Deseo aclarar que no podría acercarme a Sor Juana si en el terreno literario no me hubieran guiado el erudito Alfonso Méndez Planearte y el doctor José Pascual Buxó, y en el científico el ilustre Elías Trabulse. Comprendo ahora muy bien por qué fracasaron los primeros investigadores de la monja. Ignoraban el latín, la cultura grecorromana, el Renacimiento, las letras españolas y el estado de la ciencia en esa época. Al desconocer esas materias se les escapaba Sor Juana. Por supuesto me han servido Vossler y Ricard e incluso el tedioso Pfandl. Ya casi terminado mi manuscrito tuve ocasión de leer el notable libro de Octavio Paz. Se puede o no estar de acuerdo con él, pero con su calidad de escritor, Paz logra sugerir, hacer pensar, descubrir secretos de la vida y de la obra de Sor Juana que a su vez nos permiten penetrar en otros secretos. Por lo demás, son los grandes poetas los mejores intérpretes de sus iguales. Debo también muchas sugerencias y el acceso à libros o documentos desconocidos a mis amigos los eruditos Guillermo Tovar y Efraín Castro.
Este libro puede ser visto como una segunda parte de mi obra La vida criolla en el siglo xvi (1953), después titulada Los primeros mexicanos, porque trata de los hijos de los conquistadores y primeros pobladores de la Nueva España.

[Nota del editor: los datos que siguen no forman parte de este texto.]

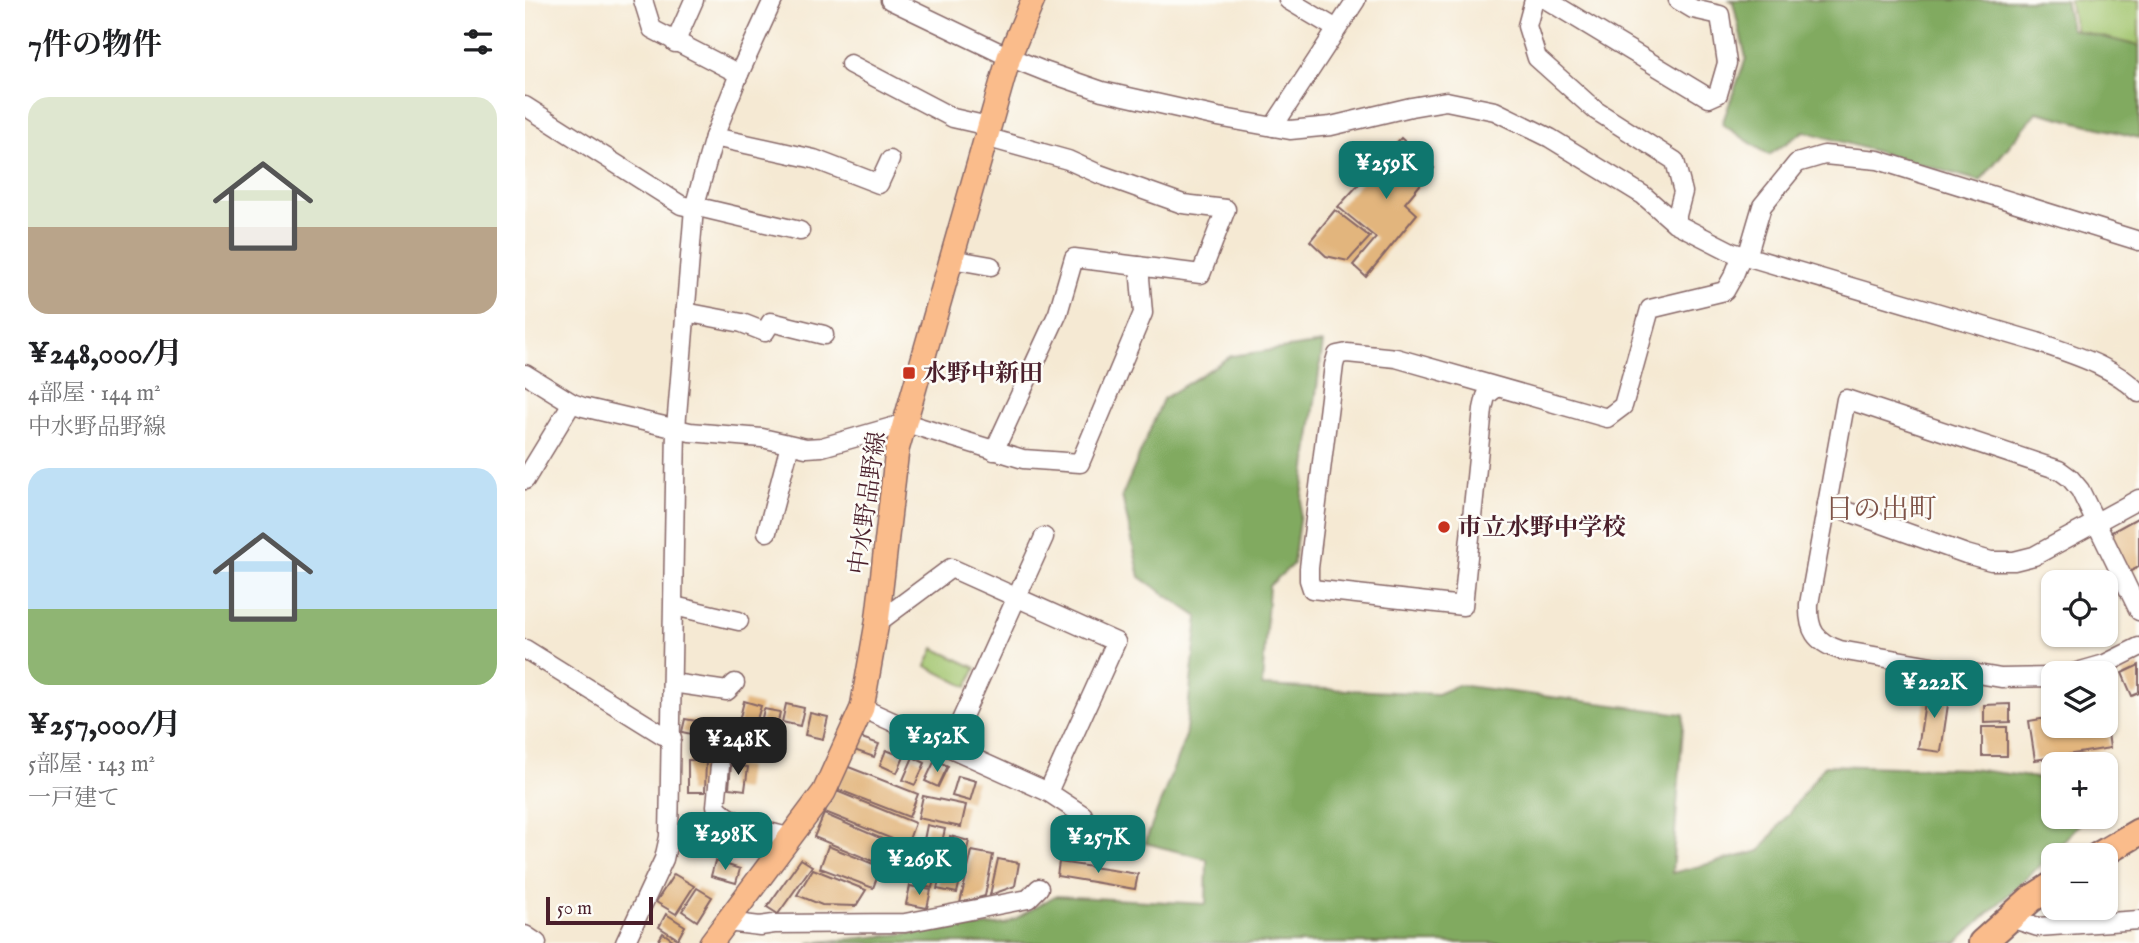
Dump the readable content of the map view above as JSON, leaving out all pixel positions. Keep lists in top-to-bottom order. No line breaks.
{"streets":{"main road":["中水野品野線"]},"districts":["日の出町"],"places":{"transit":["水野中新田"],"other":["市立水野中学校"]},"scale_bar":"50 m","page":{"heading":"7件の物件","list":[{"name":"¥248,000/月","note":"4部屋 · 144 m² · 中水野品野線"},{"name":"¥257,000/月","note":"5部屋 · 143 m² · 一戸建て"}],"price":["¥259K","¥222K","¥252K","¥248K","¥298K","¥257K","¥269K"],"map_buttons":["+","−"],"scale":"50 m"}}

Fue una generación de criollos caballeros que pretendió, con gran torpeza, rebelarse contra la monarquía y casi fue aniquilada.
Gien años después apareció una cuarta generación de criollos, hijos de capitanes o de los restos de la nobleza, que ya no eran caballeros, ni gente de armas, sino de preferencia clérigos, frailes o jesuitas, beneficiarios y parte esencial del virreinato.
La figura sobresaliente del XVII no fue con todo un religioso –el predominio de los hombres era absoluto– sino una monja, hija de un capitán desconocido, perteneciente a la modesta orden de las jerónimas.
A todos los que me ayudaron, deseo expresarles aquí mi gratitud y mi reconocimiento.
Prólogo
La Nueva España no era un país próspero y pacífico como afirman los escritores amantes del virreinato. Era una enorme colonia cuya prosperidad monopolizaban el alto clero, los latifundistas, los comerciantes y los mineros, y de ningún modo un reino justo, ordenado y tranquilo. Dos motines sangrientos estallaron en la ciudad de México en 1624 y en 1692. Centenares de negros rebeldes fueron degollados. La Inquisición organizó sus crueles autos de fe, los indios se rebelaron en el norte, en el istmo de Tehuantepec y en Yucatán, y si hubo largos periodos de paz, esta paz la impusieron la cárcel, el destierro, el garrote, la horca, las hogueras inquisitoriales y la represión interiorizada.
El tono de la vida no fue cortesano sino esencialmente monacal. El poder y la influencia del virrey se limitaban a la política, a la administración y al ejército; pero la Iglesia y, sobre todo, los activos jesuítas ejercían un dominio absoluto sobre las almas, los hogares y el mismo palacio virreinal mediante el manejo de ciertas ideas torales, aceptadas por todos.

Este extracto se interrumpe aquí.